Par Nadège MACHE et Seth-Guni NKOLA

 

En date du 22 février 2024, entre 13h et 16h (GMT), s’est tenue la troisième revue annuelle du Projet de déploiement des technologies et innovations environnementales pour le développement durable et la réduction de la pauvreté (PDTIE). Réunis en mode virtuel, une cinquantaine de participants ont fait un point annuel sur les résultats des projets subventionnés dans le cadre du projet. Des perspectives prioritaires de 2024, dernière année de mise en œuvre du PDTIE, ont été également présentées, avec pour point d’orgue les salons des sciences, technologies et innovations pour le développement prévus en RDC et au Cameroun en fin d’année.

Dans son propos introductif, Madame Cécile Martin-Phipps, Directrice de l’Institut de la Francophonie pour le Développement Durable (IFDD), organe subsidiaire de l’Organisation internationale de la Francophonie (OIF), a souhaité la bienvenue à l’auditoire, avant de rappeler les résultats encourageants du PDTIE présentés pendant la revue précédente.

Un bilan global optimiste

Par la suite, Madame Lionelle NGO SAMNICK, cheffe du PDTIE, a présenté le bilan global de 2023. Il en ressort, le financement de huit nouveaux projets qui porte à quinze le nombre de projets tiers subventionnés par le PDTIE ; deux sessions de formations en ligne aux métiers et technologies de l’environnement en faveur de 5230 jeunes d’Afrique centrale ; deux formations pratiques en agriculture durable en faveur de 84 jeunes, dont 22 jeunes femmes ; sept sessions de formation au bénéfice de 384 jeunes dont 124 femmes organisées par les organisations tierces. En ce qui concerne les innovations environnementales, 99 nouvelles éco-innovations frugales ont été soutenues, ce qui porte à 151 innovations au total, 21 brevets y relatifs sont en cours d’obtention, tandis que six innovations sont déjà commercialisées. En outre, le projet totalise cinq projets thématiques en rapport avec les savoirs locaux, besoins, capacités et contraintes, vulgarisation et communication. Des activités en rapport avec la communication sont également recensées parmi lesquels la participation à huit événements publics nationaux et internationaux, la publication de l’ouvrage de référence sur la recherche et l’innovation, la publication de deux magazines annuels, un total cumulatif de douze articles scientifiques ainsi que de 91 articles médiatiques, sans oublier quatre portails web dédiés.

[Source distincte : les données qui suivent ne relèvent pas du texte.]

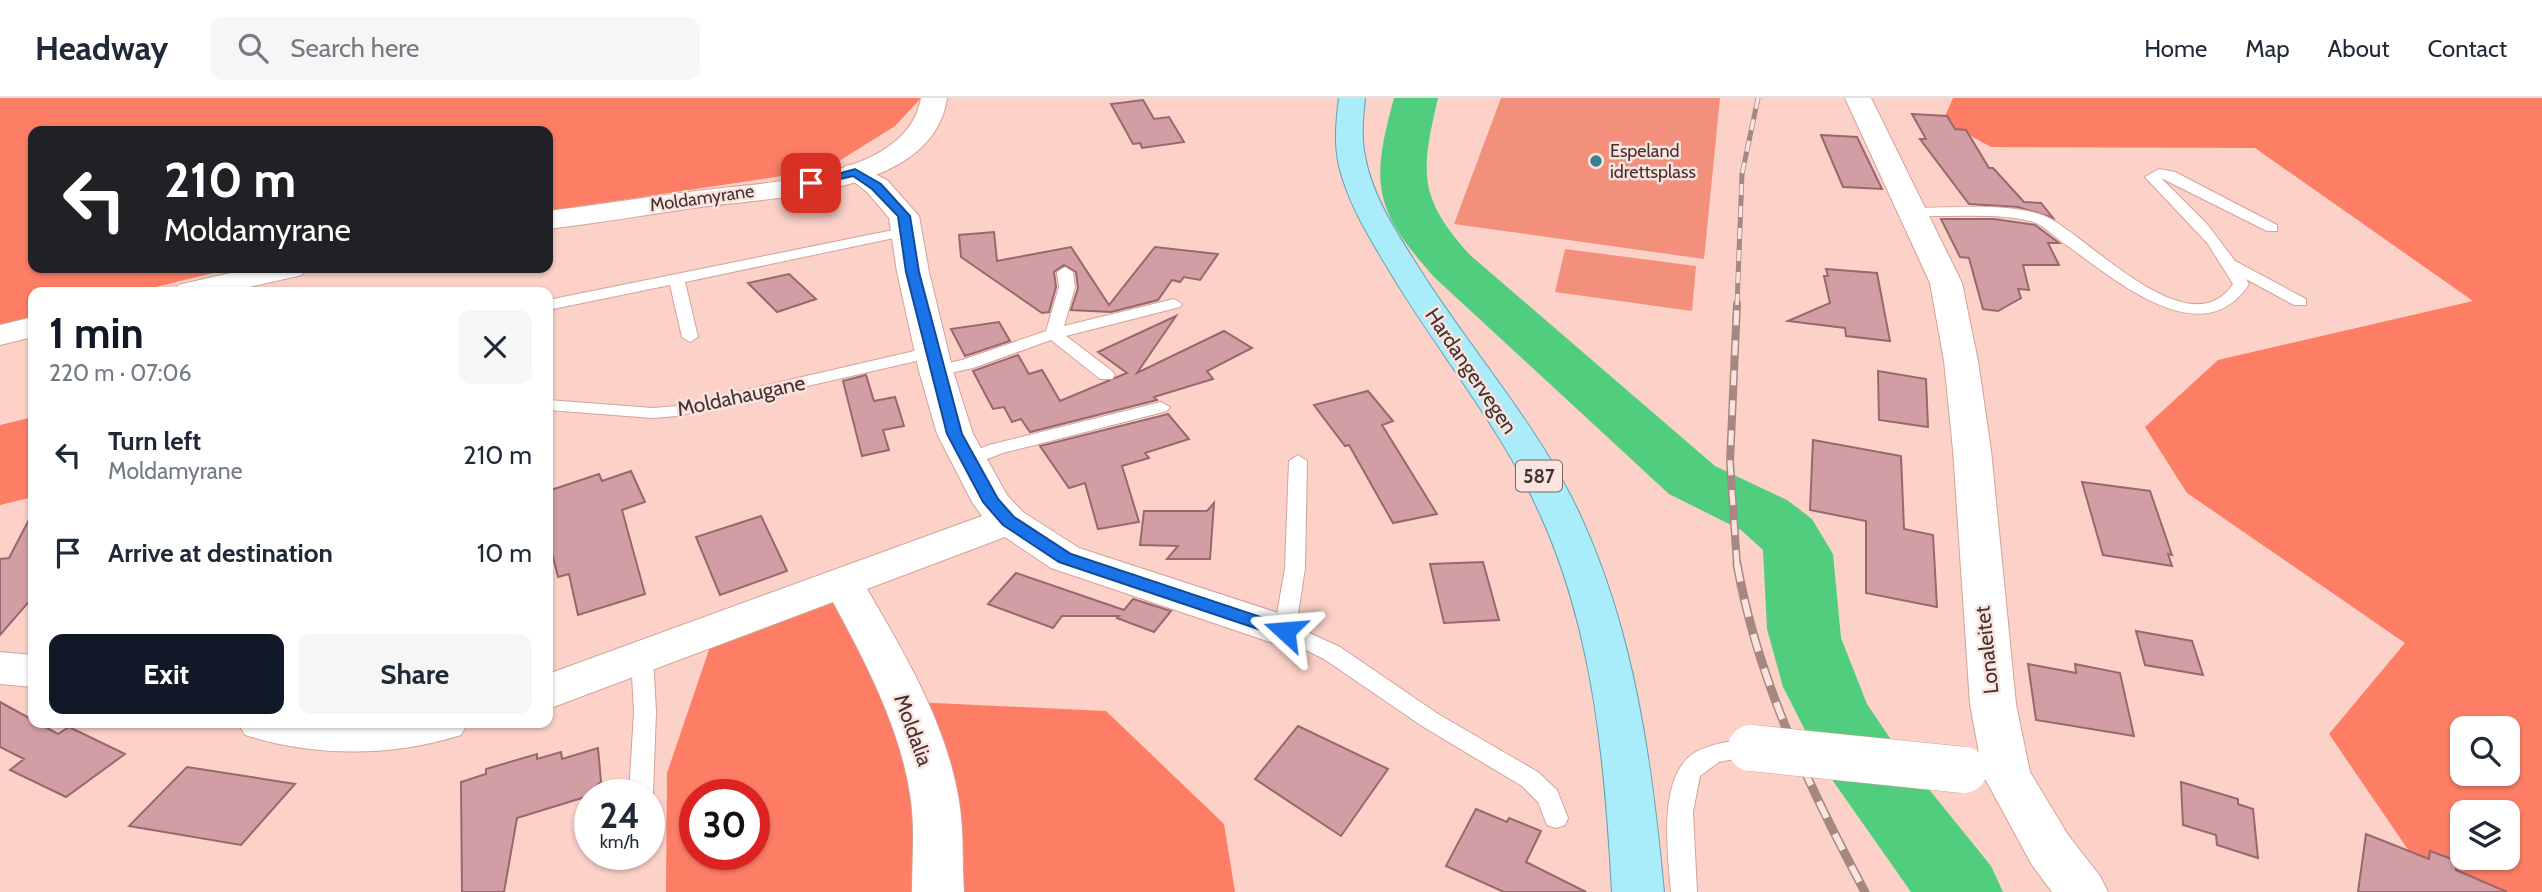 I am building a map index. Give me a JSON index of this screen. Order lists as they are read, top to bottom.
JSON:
{
  "streets": {
    "main road": ["Hardangervegen", "587"],
    "street": ["Moldamyrane", "Lonaleitet", "Moldalia"],
    "lane": ["Moldahaugane"]
  },
  "places": ["Espeland idrettsplass"],
  "page": {
    "header": "Headway",
    "search": "Search here",
    "nav": [
      "Home",
      "Map",
      "About",
      "Contact"
    ],
    "turn": ["210 m", "Moldamyrane"],
    "heading": ["1 min", "220 m · 07:06"],
    "list": [
      {
        "name": "Turn left",
        "note": "Moldamyrane",
        "value": "210 m"
      },
      {
        "name": "Arrive at destination",
        "value": "10 m"
      }
    ],
    "buttons": ["Exit", "Share"],
    "speed": "24 km/h",
    "limit": "30"
  }
} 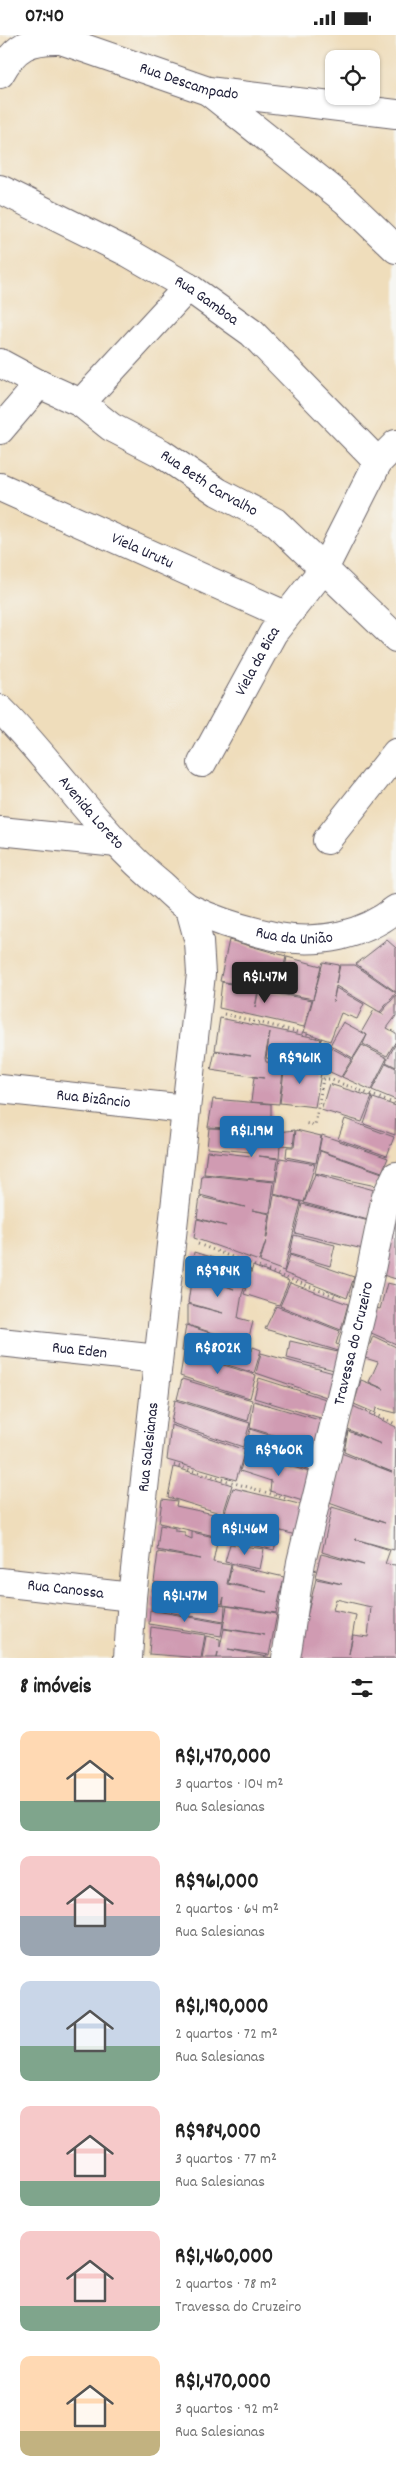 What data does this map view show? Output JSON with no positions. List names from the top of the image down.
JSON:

L’évaluation globale révèle l’atteinte et parfois le dépassement des objectifs en ce qui concerne les formations en présentiel et en ligne, la mise en place des Fab Lab, le soutien aux innovations ; mais il y a encore des points à améliorer dont le décaissement des secondes tranches de subventions à engager par certains projets tiers, l’accélération des dépôts de brevet d’invention, et les salons qui se feront plutôt en fin d’année 2024. L’optique est ici la clôture convenable de tous les projets à la fin d’année, avec la pérennisation des acquis du PDTIE au-delà de 2025.

Pour toucher du bout des doigts les réalités que vivent les projets tiers, la parole a ensuite été donnée aux coordonnateurs qui ont fait l’économie de la mise en œuvre et des résultats, tout comme des contraintes rencontrées.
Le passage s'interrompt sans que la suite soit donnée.